> **What is expected**: Copy the listing below line for line, starting at its first line and ending with the line that has "flex:none; width:22px; height:22px;" in it. Add nothing.

> **Dataset excerpts**:
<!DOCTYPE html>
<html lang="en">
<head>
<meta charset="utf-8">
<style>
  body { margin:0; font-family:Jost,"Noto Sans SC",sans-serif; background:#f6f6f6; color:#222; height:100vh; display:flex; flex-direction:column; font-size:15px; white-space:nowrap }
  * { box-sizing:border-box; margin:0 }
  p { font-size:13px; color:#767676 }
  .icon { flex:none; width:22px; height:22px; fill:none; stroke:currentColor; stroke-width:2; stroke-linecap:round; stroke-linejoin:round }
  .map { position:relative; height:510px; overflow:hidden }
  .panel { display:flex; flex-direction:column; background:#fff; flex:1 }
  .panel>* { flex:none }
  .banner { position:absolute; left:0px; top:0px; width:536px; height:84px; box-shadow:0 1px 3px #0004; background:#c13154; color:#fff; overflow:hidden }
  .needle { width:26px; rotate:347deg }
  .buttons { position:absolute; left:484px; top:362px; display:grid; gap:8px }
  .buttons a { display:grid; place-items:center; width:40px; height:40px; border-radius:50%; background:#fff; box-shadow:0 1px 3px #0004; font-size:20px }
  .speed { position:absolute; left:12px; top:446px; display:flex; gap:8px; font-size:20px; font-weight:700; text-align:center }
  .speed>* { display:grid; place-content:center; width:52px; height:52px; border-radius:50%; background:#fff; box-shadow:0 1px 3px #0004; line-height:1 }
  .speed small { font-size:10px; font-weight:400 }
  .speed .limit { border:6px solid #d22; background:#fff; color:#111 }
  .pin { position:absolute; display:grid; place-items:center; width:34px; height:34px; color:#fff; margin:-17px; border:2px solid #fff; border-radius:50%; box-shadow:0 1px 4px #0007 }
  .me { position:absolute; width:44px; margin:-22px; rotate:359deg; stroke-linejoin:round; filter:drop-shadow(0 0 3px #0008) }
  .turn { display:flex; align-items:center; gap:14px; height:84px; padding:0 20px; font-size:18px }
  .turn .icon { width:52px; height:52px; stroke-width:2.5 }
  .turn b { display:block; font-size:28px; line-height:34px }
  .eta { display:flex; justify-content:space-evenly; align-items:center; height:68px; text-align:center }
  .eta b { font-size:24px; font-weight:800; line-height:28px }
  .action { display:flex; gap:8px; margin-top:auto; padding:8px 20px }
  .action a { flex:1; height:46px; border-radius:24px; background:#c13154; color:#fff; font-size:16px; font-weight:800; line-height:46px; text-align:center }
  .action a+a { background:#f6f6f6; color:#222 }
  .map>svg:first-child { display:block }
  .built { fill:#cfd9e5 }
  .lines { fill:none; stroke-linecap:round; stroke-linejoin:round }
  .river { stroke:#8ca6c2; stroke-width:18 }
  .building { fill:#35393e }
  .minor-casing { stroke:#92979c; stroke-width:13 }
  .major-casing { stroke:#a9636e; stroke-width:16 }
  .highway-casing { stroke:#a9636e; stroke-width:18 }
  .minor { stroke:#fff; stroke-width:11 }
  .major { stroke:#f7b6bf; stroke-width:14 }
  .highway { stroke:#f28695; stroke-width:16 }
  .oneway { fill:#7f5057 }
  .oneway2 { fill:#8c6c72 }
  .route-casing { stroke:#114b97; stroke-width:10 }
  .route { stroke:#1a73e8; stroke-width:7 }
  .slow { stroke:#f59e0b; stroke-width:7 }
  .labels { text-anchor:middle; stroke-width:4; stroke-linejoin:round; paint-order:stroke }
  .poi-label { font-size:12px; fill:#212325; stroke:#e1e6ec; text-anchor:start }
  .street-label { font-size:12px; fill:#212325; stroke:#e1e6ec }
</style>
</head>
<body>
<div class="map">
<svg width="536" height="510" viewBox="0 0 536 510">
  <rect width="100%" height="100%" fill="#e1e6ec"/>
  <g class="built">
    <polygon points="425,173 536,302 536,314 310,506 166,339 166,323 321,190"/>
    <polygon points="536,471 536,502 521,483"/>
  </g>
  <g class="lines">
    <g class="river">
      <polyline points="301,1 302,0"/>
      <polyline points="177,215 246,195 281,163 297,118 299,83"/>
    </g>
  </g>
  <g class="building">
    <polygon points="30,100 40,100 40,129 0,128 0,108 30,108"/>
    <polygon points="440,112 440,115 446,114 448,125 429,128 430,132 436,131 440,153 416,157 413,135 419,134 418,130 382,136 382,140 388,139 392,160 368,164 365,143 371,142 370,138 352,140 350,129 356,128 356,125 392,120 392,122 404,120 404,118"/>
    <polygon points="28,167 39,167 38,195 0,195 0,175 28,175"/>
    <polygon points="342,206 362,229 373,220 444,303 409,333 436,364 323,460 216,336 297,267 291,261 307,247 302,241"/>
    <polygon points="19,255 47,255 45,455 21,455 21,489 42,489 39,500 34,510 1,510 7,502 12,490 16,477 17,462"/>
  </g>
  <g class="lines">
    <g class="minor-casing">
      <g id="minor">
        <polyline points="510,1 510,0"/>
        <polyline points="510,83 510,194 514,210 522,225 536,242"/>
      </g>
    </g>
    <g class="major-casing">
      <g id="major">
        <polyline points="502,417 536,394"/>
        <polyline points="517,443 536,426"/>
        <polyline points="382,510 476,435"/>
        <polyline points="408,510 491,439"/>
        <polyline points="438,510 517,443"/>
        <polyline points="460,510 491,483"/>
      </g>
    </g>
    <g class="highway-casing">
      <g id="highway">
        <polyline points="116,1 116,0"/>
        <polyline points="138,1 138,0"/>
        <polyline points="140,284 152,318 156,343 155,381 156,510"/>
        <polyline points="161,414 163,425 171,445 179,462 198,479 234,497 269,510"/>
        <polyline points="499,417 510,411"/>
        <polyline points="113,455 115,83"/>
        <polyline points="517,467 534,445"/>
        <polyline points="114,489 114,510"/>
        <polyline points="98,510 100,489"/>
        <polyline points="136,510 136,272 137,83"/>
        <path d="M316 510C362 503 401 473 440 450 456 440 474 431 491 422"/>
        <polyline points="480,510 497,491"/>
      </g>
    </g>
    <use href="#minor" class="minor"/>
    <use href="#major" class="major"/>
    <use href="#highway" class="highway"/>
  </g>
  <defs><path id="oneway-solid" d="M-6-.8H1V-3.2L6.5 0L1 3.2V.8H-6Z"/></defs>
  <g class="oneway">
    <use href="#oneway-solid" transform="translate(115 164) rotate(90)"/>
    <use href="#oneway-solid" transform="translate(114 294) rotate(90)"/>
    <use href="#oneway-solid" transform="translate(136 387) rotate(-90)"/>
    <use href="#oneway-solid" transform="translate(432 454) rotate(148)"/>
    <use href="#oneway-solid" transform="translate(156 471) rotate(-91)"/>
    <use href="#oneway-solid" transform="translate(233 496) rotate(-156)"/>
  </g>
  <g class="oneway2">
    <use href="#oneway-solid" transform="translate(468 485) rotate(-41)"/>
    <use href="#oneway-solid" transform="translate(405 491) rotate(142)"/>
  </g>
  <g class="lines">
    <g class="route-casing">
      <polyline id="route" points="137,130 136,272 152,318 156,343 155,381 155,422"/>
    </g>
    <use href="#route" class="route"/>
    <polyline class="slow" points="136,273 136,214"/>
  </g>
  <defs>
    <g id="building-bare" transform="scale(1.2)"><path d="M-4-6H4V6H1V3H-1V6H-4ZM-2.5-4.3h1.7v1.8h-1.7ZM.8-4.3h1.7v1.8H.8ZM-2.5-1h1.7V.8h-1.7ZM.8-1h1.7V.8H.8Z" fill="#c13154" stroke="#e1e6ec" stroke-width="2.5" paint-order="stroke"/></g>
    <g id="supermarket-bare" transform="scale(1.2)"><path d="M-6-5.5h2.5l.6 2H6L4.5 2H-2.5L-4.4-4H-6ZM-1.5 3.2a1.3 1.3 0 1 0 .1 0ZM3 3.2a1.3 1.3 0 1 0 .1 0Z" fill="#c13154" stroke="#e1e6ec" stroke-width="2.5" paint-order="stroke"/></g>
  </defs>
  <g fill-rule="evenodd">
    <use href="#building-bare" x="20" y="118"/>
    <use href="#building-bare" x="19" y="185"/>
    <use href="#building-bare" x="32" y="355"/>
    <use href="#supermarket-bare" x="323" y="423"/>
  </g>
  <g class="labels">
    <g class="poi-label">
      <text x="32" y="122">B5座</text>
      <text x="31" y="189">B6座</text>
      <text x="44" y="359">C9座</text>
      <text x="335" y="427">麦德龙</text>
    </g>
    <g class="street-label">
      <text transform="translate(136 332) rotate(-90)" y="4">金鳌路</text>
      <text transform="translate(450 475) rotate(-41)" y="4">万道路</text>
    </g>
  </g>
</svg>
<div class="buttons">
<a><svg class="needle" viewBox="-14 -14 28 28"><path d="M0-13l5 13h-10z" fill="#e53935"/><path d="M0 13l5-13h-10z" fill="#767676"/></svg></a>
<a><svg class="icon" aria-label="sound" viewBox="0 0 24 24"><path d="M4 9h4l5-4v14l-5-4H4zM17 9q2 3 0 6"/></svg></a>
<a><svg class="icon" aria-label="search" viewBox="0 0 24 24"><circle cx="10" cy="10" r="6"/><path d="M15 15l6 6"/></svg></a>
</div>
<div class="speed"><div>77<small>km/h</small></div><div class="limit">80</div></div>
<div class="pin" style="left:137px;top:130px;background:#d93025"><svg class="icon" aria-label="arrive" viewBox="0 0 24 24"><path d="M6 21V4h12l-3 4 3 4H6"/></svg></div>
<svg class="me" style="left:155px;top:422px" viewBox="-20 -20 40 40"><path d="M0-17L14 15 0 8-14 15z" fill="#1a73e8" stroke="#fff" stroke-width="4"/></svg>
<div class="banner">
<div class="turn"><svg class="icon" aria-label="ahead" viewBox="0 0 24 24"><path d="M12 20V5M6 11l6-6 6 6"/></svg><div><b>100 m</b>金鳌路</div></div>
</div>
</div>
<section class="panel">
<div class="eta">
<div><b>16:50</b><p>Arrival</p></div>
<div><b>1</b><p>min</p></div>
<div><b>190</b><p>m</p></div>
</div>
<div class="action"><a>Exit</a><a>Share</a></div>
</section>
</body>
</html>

> **Result of the task**:
<!DOCTYPE html>
<html lang="en">
<head>
<meta charset="utf-8">
<style>
  body { margin:0; font-family:Jost,"Noto Sans SC",sans-serif; background:#f6f6f6; color:#222; height:100vh; display:flex; flex-direction:column; font-size:15px; white-space:nowrap }
  * { box-sizing:border-box; margin:0 }
  p { font-size:13px; color:#767676 }
  .icon { flex:none; width:22px; height:22px; fill:none; stroke:currentColor; stroke-width:2; stroke-linecap:round; stroke-linejoin:round }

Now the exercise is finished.